Monde
Honduras : deux attaques meurtrières font vingt-cinq victimes
Au moins vingt-cinq personnes ont perdu la vie au Honduras dans deux assauts distincts imputés à des organisations criminelles, alors que le Parlement vient d’approuver des réformes pour lutter contre la violence.

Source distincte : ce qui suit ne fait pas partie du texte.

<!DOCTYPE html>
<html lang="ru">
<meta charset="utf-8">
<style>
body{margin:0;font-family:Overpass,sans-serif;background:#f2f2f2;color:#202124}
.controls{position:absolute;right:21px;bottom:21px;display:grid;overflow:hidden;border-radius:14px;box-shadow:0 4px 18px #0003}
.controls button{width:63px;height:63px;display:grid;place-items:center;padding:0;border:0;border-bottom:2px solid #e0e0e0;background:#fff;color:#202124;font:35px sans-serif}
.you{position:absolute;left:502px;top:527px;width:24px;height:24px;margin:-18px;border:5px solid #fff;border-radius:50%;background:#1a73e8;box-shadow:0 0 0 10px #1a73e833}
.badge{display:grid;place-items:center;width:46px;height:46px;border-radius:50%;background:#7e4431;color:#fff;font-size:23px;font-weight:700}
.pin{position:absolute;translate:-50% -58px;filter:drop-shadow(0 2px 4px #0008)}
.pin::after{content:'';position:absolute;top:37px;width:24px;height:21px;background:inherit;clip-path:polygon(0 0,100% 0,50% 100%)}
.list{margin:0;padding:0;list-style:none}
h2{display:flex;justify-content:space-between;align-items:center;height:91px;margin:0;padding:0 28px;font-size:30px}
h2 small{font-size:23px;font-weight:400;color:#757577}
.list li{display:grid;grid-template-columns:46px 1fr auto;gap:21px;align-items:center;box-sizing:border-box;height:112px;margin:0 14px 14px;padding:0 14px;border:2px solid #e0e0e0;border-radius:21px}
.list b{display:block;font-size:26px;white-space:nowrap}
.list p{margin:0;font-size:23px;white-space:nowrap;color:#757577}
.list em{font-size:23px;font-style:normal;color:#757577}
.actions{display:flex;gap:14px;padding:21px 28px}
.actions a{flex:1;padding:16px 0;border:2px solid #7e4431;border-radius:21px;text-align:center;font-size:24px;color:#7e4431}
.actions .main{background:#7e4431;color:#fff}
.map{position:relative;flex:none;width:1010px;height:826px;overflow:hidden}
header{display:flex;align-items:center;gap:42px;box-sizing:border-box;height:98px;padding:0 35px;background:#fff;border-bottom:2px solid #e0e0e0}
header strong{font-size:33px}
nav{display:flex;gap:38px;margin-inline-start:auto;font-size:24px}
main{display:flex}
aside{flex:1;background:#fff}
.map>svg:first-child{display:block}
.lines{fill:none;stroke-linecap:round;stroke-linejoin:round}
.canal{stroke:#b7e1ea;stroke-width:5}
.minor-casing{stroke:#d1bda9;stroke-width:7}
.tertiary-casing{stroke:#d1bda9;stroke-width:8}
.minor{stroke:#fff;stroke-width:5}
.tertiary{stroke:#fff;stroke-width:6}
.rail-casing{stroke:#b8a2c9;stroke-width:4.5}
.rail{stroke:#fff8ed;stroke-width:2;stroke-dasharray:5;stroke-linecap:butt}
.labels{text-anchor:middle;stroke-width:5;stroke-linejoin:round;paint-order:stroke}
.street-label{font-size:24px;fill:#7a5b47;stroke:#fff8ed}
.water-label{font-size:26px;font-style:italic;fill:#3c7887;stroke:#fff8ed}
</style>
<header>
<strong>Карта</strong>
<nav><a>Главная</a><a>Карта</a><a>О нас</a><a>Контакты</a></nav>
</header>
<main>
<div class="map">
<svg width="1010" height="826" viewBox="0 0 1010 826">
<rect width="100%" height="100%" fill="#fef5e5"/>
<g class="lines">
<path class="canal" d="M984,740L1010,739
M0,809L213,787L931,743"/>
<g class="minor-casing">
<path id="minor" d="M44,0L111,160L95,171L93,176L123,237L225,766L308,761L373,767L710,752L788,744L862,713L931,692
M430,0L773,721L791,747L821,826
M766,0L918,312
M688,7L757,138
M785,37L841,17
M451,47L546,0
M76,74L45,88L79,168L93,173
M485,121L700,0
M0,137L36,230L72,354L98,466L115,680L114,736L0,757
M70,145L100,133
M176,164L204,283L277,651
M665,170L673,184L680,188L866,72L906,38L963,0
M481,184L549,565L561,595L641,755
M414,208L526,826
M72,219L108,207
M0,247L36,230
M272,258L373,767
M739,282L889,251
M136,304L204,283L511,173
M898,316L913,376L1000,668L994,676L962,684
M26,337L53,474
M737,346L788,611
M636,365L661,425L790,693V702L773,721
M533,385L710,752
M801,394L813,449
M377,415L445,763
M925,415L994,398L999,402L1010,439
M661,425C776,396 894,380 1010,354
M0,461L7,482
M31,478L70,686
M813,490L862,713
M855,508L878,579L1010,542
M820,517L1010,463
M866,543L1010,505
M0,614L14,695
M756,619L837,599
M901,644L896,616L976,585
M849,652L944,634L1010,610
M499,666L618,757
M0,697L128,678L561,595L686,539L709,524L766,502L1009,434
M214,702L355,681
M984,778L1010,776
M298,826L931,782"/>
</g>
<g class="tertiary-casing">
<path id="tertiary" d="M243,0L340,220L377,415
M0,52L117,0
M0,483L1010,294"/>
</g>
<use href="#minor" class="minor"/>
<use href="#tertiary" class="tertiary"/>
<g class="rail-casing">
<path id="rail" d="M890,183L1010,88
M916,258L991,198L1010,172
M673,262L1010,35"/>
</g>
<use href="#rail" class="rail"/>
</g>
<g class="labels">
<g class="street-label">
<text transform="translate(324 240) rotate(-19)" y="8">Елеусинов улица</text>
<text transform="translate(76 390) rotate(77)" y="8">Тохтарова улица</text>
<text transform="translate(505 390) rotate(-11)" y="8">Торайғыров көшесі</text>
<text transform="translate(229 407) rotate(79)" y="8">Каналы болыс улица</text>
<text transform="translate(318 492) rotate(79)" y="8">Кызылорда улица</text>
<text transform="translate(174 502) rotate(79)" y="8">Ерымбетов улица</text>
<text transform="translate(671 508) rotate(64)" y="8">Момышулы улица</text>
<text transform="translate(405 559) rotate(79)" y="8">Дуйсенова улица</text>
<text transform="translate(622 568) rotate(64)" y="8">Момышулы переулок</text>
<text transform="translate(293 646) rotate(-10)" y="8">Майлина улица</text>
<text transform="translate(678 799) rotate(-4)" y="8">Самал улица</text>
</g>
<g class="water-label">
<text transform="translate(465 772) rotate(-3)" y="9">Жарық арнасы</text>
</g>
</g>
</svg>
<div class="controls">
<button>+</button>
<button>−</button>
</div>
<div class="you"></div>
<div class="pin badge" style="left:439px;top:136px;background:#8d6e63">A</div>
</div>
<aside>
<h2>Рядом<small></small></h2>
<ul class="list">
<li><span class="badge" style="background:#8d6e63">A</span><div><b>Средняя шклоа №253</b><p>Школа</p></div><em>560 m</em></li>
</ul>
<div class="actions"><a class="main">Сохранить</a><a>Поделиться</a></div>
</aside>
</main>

Dans la nuit de mercredi à jeudi, dix-neuf ouvriers agricoles ont été abattus à Rigores, un hameau proche de la ville côtière de Trujillo, dans le nord du pays. Selon le parquet, des groupes armés occupent illégalement deux propriétés dans cette zone pour y cultiver des palmiers à huile. Le porte-parole du parquet, Yuri Mora, a précisé sur la chaîne locale HCH que treize corps ont été identifiés sur un premier site et six sur un second. Des vidéos diffusées par une chaîne régionale montrent jusqu’à neuf dépouilles ensanglantées, disséminées dans l’une des exploitations. Le ministre de la Sécurité, Gerzon Velásquez, a indiqué aux journalistes que les victimes avaient vraisemblablement été exécutées avec des armes de gros calibre, probablement des fusils et des fusils de chasse.
Les communautés locales décrivent une région sous la coupe de bandes criminelles qui occupent et exploitent des plantations de palmiers. Le chef de la police de Trujillo, Carlos Rojas, a expliqué à la télévision que ces groupes tirent de ces activités illicites les ressources nécessaires pour s’armer et maintenir leur emprise. Ce massacre, d’une ampleur inédite dans cette zone, s’ajoute à une longue liste de violences liées au narcotrafic et à l’accaparement des terres.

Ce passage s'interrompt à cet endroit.